Transcribe the listing exactly; drop the images.

══════

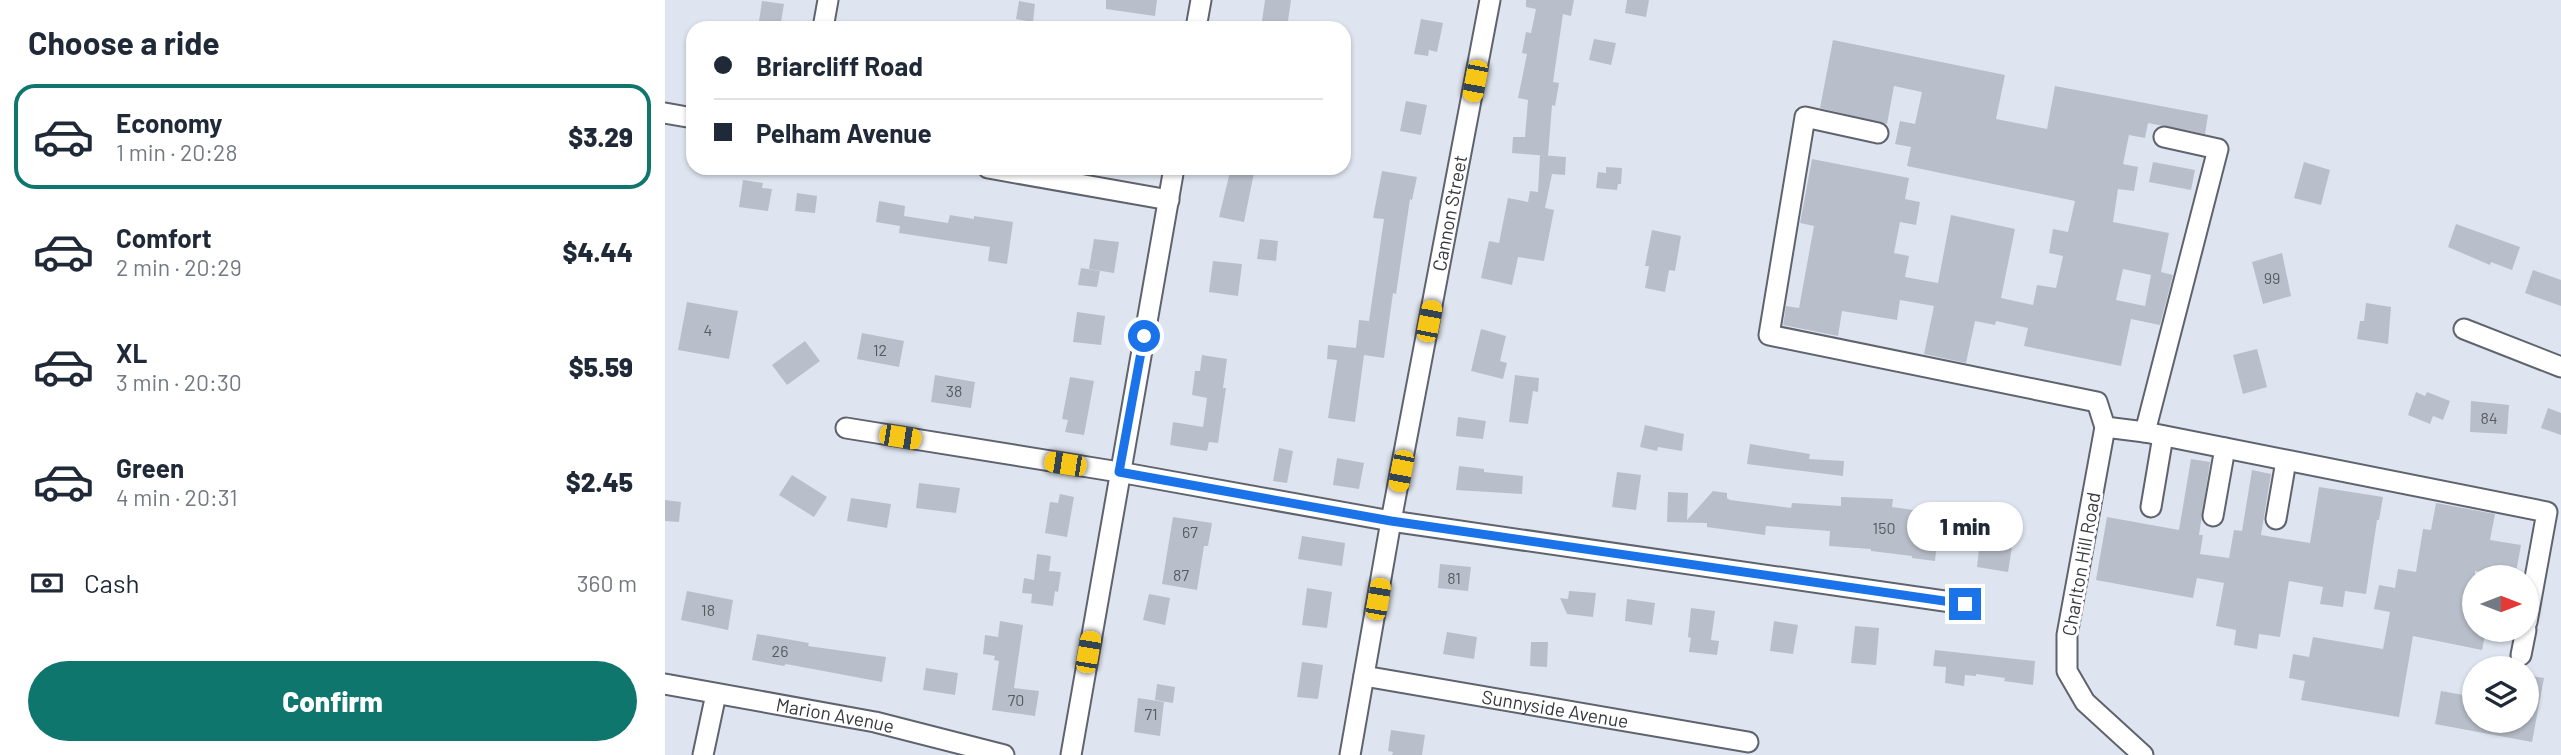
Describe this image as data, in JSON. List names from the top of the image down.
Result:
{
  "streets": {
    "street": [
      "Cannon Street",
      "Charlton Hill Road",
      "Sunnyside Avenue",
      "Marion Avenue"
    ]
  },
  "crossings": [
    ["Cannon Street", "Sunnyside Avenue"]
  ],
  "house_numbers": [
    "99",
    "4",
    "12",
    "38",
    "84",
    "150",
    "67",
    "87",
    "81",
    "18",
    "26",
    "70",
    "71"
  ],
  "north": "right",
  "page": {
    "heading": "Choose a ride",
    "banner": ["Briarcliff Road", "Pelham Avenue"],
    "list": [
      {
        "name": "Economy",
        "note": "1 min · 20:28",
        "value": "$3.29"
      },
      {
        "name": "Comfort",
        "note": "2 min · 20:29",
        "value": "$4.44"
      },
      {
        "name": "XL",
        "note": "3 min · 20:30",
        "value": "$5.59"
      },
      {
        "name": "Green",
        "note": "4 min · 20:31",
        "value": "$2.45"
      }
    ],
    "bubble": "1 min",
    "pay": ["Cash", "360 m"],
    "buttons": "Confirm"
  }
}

══════

● Result of this exercise
Describe this image as data, in JSON. List names from the top of the image down.
Result:
{
  "streets": {
    "street": [
      "Cannon Street",
      "Charlton Hill Road",
      "Sunnyside Avenue",
      "Marion Avenue"
    ]
  },
  "crossings": [
    ["Cannon Street", "Sunnyside Avenue"]
  ],
  "house_numbers": [
    "99",
    "4",
    "12",
    "38",
    "84",
    "150",
    "67",
    "87",
    "81",
    "18",
    "26",
    "70",
    "71"
  ],
  "north": "right",
  "page": {
    "heading": "Choose a ride",
    "banner": ["Briarcliff Road", "Pelham Avenue"],
    "list": [
      {
        "name": "Economy",
        "note": "1 min · 20:28",
        "value": "$3.29"
      },
      {
        "name": "Comfort",
        "note": "2 min · 20:29",
        "value": "$4.44"
      },
      {
        "name": "XL",
        "note": "3 min · 20:30",
        "value": "$5.59"
      },
      {
        "name": "Green",
        "note": "4 min · 20:31",
        "value": "$2.45"
      }
    ],
    "bubble": "1 min",
    "pay": ["Cash", "360 m"],
    "buttons": "Confirm"
  }
}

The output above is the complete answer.